Dari penjelasan di atas dapat disimpulkan bahwa penipuan terdiri dari 4 (empat) unsur yaitu: (1) merupakan tindakan yang bermaksud jahat, kecuali untuk kasus kelalaian dalam menginformasikan cacat tersembunyi pada suatu benda; (2) sebelum perjanjian tersebut dibuat; (3) dengan niat atau maksud agar pihak lain menandatangani perjanjian; (4) tindakan yang dilakukan semata-mata hanya dengan maksud jahat.
Kontrak yang mempunyai unsur penipuan di dalamnya tidak membuat kontrak tersebut batal demi hukum (null and void) melainkan kontrak tersebut hanya dapat dibatalkan (voidable). Hal ini berarti selama pihak yang dirugikan tidak menuntut ke pengadilan yang berwenang maka kontrak tersebut masih tetap sah.

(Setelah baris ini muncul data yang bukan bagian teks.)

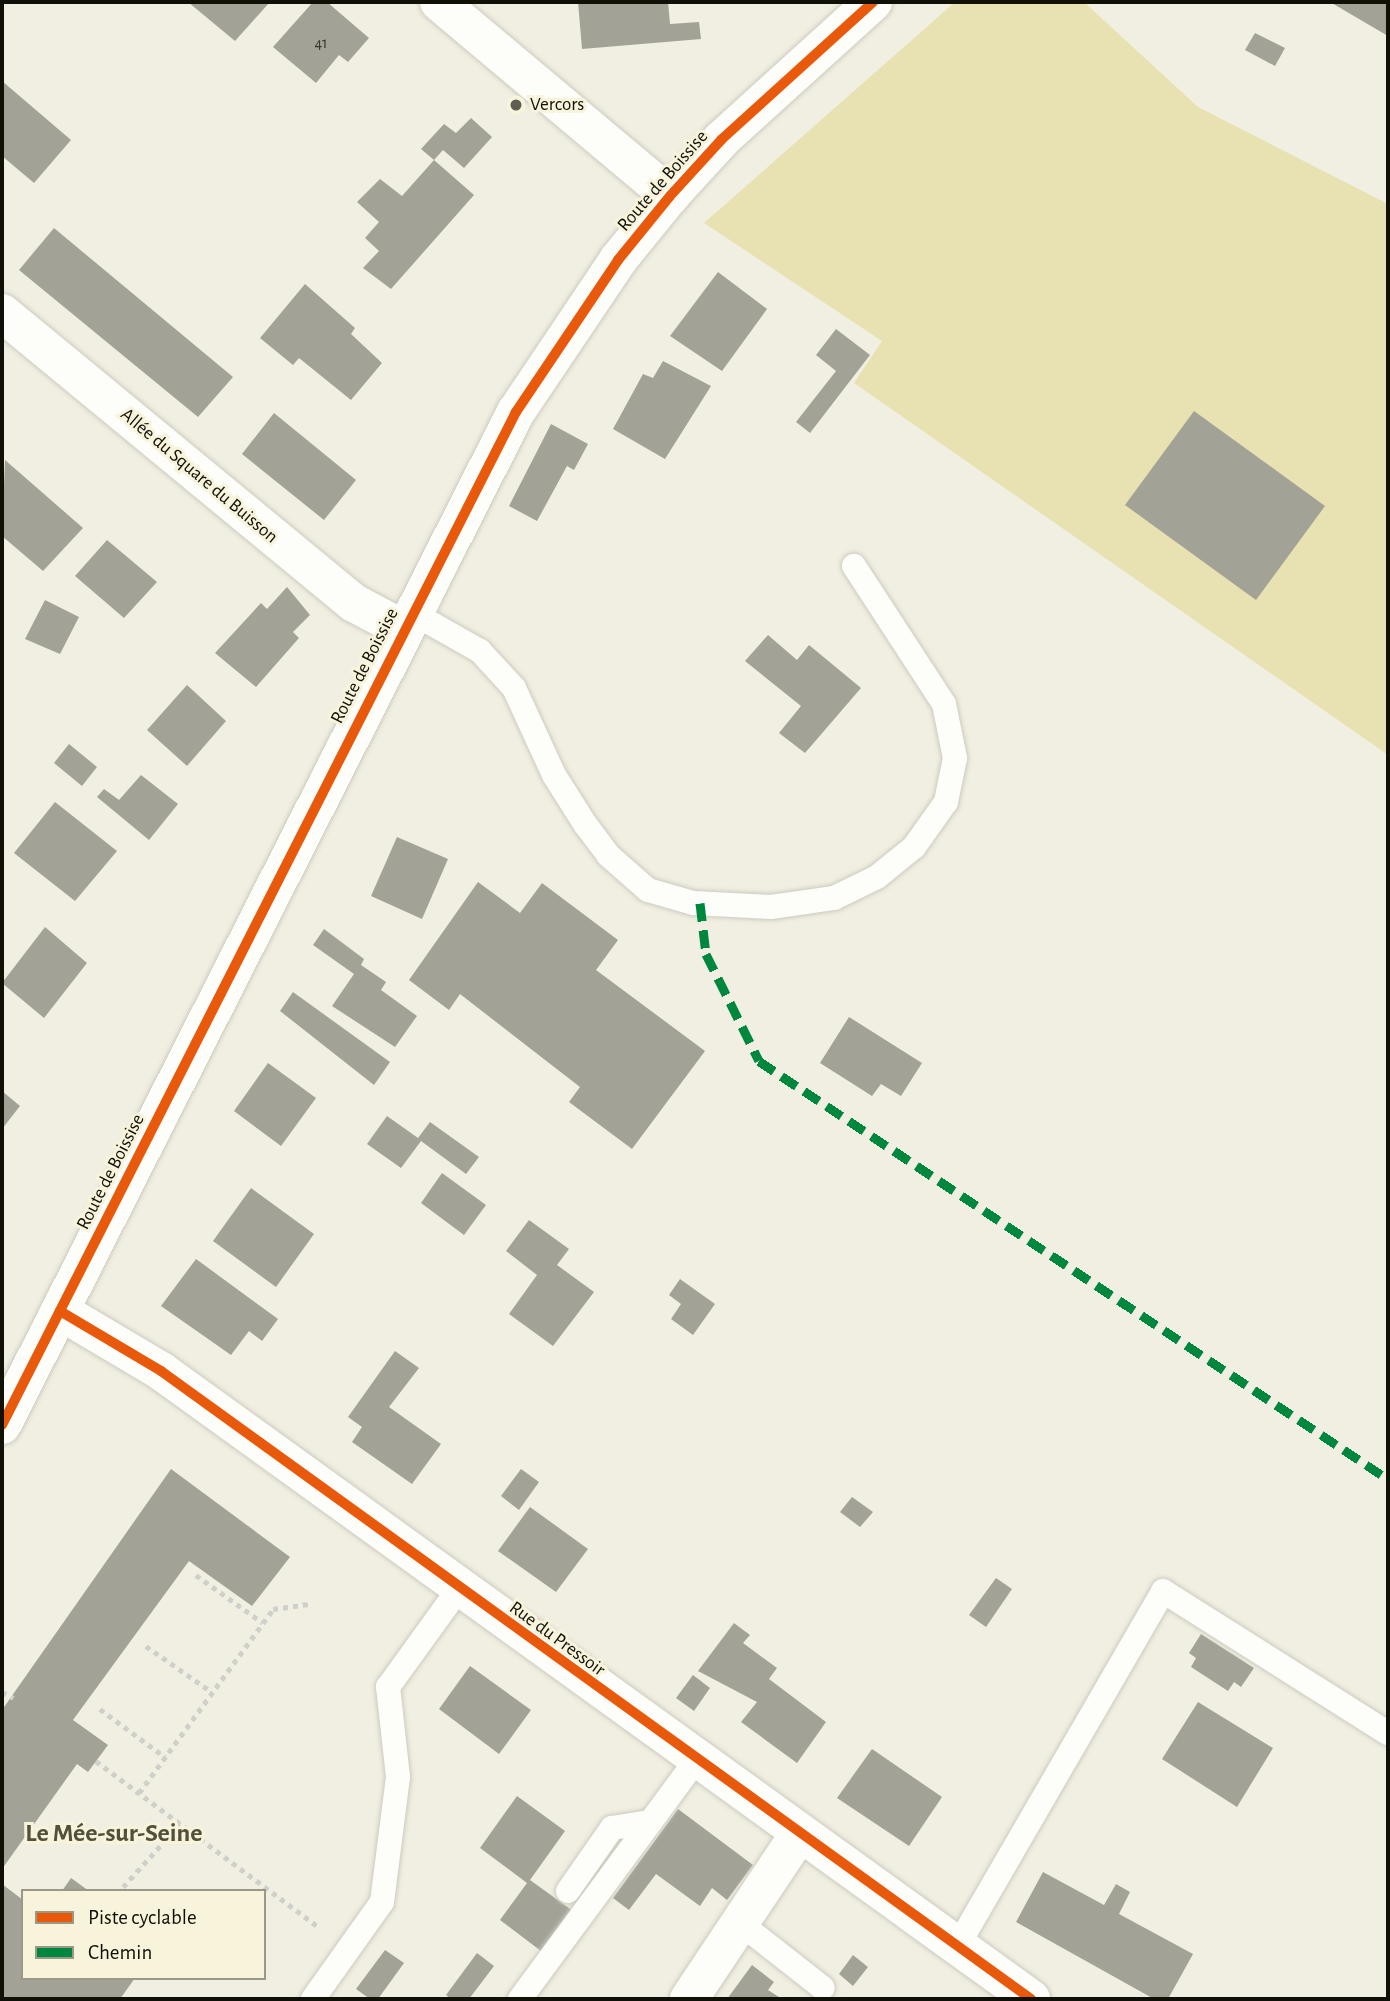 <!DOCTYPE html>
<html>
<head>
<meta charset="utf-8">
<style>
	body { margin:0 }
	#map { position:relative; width:1390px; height:2001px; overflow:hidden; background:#f1efe1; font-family:"Alegreya Sans",sans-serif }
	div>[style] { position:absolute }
	.green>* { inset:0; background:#e8e2b3 }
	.building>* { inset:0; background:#a3a297 }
	.path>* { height:4.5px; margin-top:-2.25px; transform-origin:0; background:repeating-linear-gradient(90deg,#d0d0cb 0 5px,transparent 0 10px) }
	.roads { filter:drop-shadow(0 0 2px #cccbc0) drop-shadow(0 0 2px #cccbc0) }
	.service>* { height:24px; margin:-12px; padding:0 12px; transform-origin:12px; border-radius:12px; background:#fdfdfa }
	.minor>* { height:38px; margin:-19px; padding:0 19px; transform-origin:19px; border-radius:19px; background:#fdfdfa }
	.tertiary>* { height:38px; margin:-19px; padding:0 19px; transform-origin:19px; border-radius:19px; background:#fdfdfa }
	.quiet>* { height:9px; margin-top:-4.5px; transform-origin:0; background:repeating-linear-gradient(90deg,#00873e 0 18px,transparent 0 27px) }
	.cycleway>* { height:10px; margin:-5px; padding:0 5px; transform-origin:5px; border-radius:5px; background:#e8590c }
	.dots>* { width:19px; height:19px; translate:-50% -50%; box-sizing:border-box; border:4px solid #f7f4db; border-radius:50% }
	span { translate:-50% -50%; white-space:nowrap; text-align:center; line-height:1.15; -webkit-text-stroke:6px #f7f4db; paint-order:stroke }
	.number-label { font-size:16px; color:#36342b }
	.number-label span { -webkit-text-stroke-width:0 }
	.poi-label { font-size:19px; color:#111007 }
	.left { translate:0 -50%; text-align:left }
	.street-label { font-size:19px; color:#111007 }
	.district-label { font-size:26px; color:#524f3a; font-weight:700 }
	.frame { position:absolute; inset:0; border:4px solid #111007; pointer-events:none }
	.legend { position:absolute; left:21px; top:1889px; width:245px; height:91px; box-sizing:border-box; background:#f7f4db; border:2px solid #9b9986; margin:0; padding:9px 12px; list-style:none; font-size:21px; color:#111007 }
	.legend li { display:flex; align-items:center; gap:14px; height:35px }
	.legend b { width:35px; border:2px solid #9b9986 }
</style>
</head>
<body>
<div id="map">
	<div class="green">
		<div style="clip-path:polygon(955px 2px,1084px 2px,1198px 107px,1388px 204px,1388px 755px,854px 383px,882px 341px,704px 223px)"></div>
	</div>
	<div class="building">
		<div style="clip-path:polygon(188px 2px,270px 2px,235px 41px)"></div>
		<div style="clip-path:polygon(313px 2px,327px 2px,369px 38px,348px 62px,339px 55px,316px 83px,273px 47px)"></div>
		<div style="clip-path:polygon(578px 2px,668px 2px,670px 24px,699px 22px,701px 39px,582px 49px)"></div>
		<div style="clip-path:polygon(1330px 2px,1388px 2px,1388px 36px)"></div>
		<div style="clip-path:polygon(1255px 33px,1285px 48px,1275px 66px,1245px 50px)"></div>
		<div style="clip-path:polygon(2px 81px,71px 140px,34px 183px,2px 156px)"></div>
		<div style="clip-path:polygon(471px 118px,492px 137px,464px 168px,443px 150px,434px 160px,421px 149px,444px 124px,456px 133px)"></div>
		<div style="clip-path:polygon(434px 160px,474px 195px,391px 289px,363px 268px,379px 251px,365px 238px,379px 222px,357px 202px,380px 179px,402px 196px)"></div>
		<div style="clip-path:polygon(54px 228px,233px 377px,198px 417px,19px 270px)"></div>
		<div style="clip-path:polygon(718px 272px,767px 309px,722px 371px,670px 336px)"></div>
		<div style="clip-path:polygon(305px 284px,355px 328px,351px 334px,382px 363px,351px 400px,299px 358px,293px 365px,260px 338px)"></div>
		<div style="clip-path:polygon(836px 329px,870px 355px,810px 433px,796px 422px,836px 371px,816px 355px)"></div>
		<div style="clip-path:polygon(663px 361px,711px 386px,665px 459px,613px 429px,643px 374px,653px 378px)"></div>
		<div style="clip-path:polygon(1194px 411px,1325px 506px,1256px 600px,1125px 505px)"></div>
		<div style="clip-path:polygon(274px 413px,356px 480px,324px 520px,242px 454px)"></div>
		<div style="clip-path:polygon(551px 424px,588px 444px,574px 470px,567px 466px,537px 521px,509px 506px)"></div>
		<div style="clip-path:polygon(5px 460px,83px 528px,43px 571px,2px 536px)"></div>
		<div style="clip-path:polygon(107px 540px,157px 582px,124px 618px,75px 576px)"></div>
		<div style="clip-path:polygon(287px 587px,310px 615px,293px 632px,299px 638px,256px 687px,215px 653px,261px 603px,267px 609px)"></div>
		<div style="clip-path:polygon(45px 600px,79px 617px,60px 654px,25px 639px)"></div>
		<div style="clip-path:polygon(768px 635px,797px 660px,809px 645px,861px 688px,805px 753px,779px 733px,801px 706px,745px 661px)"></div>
		<div style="clip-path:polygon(187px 685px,226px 721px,187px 766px,147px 730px)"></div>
		<div style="clip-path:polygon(69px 744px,97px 767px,82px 786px,54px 763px)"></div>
		<div style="clip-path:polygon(141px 775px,178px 804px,149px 840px,97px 797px,104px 789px,119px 800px)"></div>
		<div style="clip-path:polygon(55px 802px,117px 851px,75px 901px,14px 853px)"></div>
		<div style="clip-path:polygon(397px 837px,448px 859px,422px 919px,371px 896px)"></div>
		<div style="clip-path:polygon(478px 882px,520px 913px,542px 883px,618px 940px,596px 970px,705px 1051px,632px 1149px,569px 1102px,580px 1087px,460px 994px,449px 1010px,409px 980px)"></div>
		<div style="clip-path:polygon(45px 927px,87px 963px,44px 1018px,2px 983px)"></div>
		<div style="clip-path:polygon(324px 929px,364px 959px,361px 965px,386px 982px,381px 990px,417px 1016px,395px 1047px,332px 1006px,354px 974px,313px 945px)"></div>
		<div style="clip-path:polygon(293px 992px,390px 1062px,374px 1085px,280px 1011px)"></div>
		<div style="clip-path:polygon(849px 1017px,922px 1063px,901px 1096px,881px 1084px,872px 1096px,820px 1063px)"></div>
		<div style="clip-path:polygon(268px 1063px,316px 1098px,281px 1146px,234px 1111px)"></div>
		<div style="clip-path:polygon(2px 1091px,20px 1106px,2px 1129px)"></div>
		<div style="clip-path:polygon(387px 1116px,418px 1138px,430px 1122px,479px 1157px,466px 1174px,421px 1141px,401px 1168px,367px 1144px)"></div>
		<div style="clip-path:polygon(442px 1173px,486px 1205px,464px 1235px,421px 1203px)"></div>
		<div style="clip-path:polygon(251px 1188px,314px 1234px,276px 1287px,213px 1241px)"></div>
		<div style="clip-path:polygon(529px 1220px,569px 1249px,557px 1265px,594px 1292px,553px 1346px,509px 1314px,537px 1275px,506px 1251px)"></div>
		<div style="clip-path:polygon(196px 1259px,278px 1319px,262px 1341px,249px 1331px,231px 1355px,161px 1306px)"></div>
		<div style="clip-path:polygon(680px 1279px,715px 1304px,693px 1335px,671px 1319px,681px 1304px,669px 1295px)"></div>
		<div style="clip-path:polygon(395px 1351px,419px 1368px,389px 1407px,441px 1444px,412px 1484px,352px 1442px,362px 1427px,348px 1417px)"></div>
		<div style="clip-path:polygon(171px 1469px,290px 1557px,252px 1606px,189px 1561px,73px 1720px,108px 1745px,88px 1772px,77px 1764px,2px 1869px,2px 1710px)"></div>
		<div style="clip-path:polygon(521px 1469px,539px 1482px,519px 1510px,501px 1496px)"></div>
		<div style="clip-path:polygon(852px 1497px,873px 1512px,860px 1527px,840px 1512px)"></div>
		<div style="clip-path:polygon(530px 1507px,588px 1549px,556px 1592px,498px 1551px)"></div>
		<div style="clip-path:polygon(996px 1578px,1012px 1589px,986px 1627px,969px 1615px)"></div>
		<div style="clip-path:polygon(734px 1623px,750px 1635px,743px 1643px,777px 1668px,769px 1679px,826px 1722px,797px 1763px,741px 1722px,757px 1702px,698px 1671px)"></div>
		<div style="clip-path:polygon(1201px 1634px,1254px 1668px,1241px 1687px,1234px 1682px,1228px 1691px,1191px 1667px,1196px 1658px,1189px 1653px)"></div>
		<div style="clip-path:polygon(470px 1666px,531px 1710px,499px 1754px,439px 1709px)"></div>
		<div style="clip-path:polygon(693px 1675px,710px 1688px,694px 1711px,676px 1698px)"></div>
		<div style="clip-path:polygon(1198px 1702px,1273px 1748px,1237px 1807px,1162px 1759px)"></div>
		<div style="clip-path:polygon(872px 1749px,942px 1797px,909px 1846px,837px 1798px)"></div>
		<div style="clip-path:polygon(517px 1796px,565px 1831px,530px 1880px,573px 1911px,541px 1951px,500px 1920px,527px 1883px,480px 1848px)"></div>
		<div style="clip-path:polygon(678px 1809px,753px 1865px,727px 1900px,712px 1888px,700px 1906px,656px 1874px,629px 1910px,613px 1898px)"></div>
		<div style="clip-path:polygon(1043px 1872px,1104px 1905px,1116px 1884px,1130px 1892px,1119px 1914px,1193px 1954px,1168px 1999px,1154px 1999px,1016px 1922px)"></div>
		<div style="clip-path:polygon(71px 1878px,89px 1891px,62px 1891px)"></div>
		<div style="clip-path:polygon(2px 1884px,23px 1900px,23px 1978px,135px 1978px,120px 1999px,2px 1999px)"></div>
		<div style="clip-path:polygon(385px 1950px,404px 1963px,378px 1999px,370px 1999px,356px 1989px)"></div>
		<div style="clip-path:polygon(477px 1953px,494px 1966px,469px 1999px,451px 1999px,446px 1995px)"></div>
		<div style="clip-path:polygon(853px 1955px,868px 1967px,853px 1986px,839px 1974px)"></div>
		<div style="clip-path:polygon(752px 1965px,774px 1982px,768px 1990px,782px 1999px,727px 1999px)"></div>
	</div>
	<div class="path">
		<div style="left:196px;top:1575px;width:82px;rotate:35.6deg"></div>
		<div style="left:146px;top:1646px;width:80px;rotate:34.9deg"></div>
		<div style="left:2px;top:1692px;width:13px;rotate:27deg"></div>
		<div style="left:100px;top:1709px;width:81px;rotate:36.4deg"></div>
		<div style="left:96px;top:1761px;width:279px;rotate:36.7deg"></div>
		<div style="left:139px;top:1793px;width:228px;rotate:-53.9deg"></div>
		<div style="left:273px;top:1609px;width:36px;rotate:-8deg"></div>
		<div style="left:123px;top:1887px;width:85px;rotate:-47.9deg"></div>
	</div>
	<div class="roads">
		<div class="service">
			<div style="left:411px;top:612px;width:79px;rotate:29.5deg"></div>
			<div style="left:480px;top:651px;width:50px;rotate:47.4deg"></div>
			<div style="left:514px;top:688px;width:96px;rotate:65.3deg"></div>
			<div style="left:554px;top:775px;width:58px;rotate:57.7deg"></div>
			<div style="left:585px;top:824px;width:39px;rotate:53deg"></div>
			<div style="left:608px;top:855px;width:53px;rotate:41.2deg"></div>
			<div style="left:648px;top:890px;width:47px;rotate:16.1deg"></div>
			<div style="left:693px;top:903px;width:78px;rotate:2.9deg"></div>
			<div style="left:771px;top:907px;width:64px;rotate:-8.1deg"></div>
			<div style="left:834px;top:898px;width:48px;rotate:-26deg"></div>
			<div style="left:877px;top:877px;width:48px;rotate:-39deg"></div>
			<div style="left:914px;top:847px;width:55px;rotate:-54.6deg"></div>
			<div style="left:946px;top:802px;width:45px;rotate:-78.4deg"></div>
			<div style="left:955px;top:758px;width:55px;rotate:-101.5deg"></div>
			<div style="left:944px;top:704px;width:165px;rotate:-123.1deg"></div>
			<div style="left:568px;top:1891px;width:77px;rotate:-55.1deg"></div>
			<div style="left:612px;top:1828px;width:39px;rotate:-9deg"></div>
			<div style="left:740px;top:1923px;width:105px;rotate:38.1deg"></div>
			<div style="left:957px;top:1947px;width:411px;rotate:-59.9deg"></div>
			<div style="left:1163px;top:1591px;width:266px;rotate:32.3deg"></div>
			<div style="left:313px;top:1999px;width:119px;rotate:-54.6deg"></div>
			<div style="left:382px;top:1902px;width:126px;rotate:-82.7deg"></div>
			<div style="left:398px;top:1777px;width:91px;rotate:-96.3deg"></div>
			<div style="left:388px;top:1687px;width:120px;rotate:-54.2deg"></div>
			<div style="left:520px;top:1999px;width:297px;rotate:-53.6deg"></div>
		</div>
		<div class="minor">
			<div style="left:439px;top:2px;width:302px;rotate:40deg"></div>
			<div style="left:2px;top:313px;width:456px;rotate:39.5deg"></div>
			<div style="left:354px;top:603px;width:55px;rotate:28deg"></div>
			<div style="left:60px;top:1311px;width:117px;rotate:30.7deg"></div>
			<div style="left:161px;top:1371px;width:1073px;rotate:35.82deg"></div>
			<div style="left:689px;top:1999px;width:198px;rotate:-56.3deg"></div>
		</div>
		<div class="tertiary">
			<div style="left:2px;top:1425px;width:1136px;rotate:-63.1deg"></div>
			<div style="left:516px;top:412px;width:183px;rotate:-56.1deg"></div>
			<div style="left:618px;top:260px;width:82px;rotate:-50.9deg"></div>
			<div style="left:670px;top:196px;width:77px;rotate:-47.6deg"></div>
			<div style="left:722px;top:139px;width:204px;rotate:-42.2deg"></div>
		</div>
	</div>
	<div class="quiet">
		<div style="left:700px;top:903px;width:51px;rotate:83.3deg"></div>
		<div style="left:706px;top:954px;width:119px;rotate:63.6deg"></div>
		<div style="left:759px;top:1061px;width:755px;rotate:33.61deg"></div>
	</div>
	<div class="cycleway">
		<div style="left:60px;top:1311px;width:117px;rotate:30.7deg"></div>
		<div style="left:161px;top:1371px;width:1073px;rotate:35.82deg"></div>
		<div style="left:2px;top:1425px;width:1136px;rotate:-63.1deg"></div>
		<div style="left:516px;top:412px;width:183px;rotate:-56.1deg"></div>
		<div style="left:618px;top:260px;width:82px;rotate:-50.9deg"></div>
		<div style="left:670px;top:196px;width:77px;rotate:-47.6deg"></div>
		<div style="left:722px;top:139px;width:204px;rotate:-42.2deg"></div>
	</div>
	<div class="dots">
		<div style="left:516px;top:105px;background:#5f5e53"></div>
	</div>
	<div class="number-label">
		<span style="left:321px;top:43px">41</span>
	</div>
	<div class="poi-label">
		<span class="left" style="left:530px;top:105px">Vercors</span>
	</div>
	<div class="street-label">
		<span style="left:663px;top:181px;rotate:-49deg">Route de Boissise</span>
		<span style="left:199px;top:476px;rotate:40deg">Allée du Square du Buisson</span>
		<span style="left:365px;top:666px;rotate:-63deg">Route de Boissise</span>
		<span style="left:111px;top:1172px;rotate:-63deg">Route de Boissise</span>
		<span style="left:557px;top:1639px;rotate:36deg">Rue du Pressoir</span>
	</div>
	<div class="district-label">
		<span style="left:114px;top:1834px">Le Mée-sur-Seine</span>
	</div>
	<div class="frame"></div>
	<ul class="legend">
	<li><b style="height:9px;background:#e8590c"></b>Piste cyclable</li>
	<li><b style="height:9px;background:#00873e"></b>Chemin</li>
	</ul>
</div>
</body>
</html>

c. Kesesatan atau Kekeliruan (Dwaling),
Dalam hal ini, salah satu pihak atau beberapa pihak memiliki persepsi yang salah terhadap objek atau subjek yang terdapat dalam perjanjian. Ada 2 (dua) macam kekeliruan, yang pertama yaitu error in persona, yaitu kekeliruan pada orangnya, contohnya, sebuah perjanjian yang dibuat dengan artis yang terkenal tetapi kemudian perjanjian tersebut dibuat dengan artis yang tidak terkenal hanya karena dia mempunyai nama yang sama. Yang kedua adalah error in substantia yaitu kekeliruan yang berkaitan dengan karakteristik suatu benda, contohnya seseorang yang membeli lukisan Basuki Abdullah tetapi kemudian setelah sampai di rumah orang itu baru sadar bahwa lukisan yang dibelinya tadi adalah lukisan tiruan dari lukisan Basuki Abdullah.
Di dalam kasus yang lain, agar suatu perjanjian dapat dibatalkan, tahu kurang lebih harus mengetahui bahwa rekannya telah membuat perjanjian atas dasar kekeliruan dalam hal mengidentifikasi subjek atau orangnya.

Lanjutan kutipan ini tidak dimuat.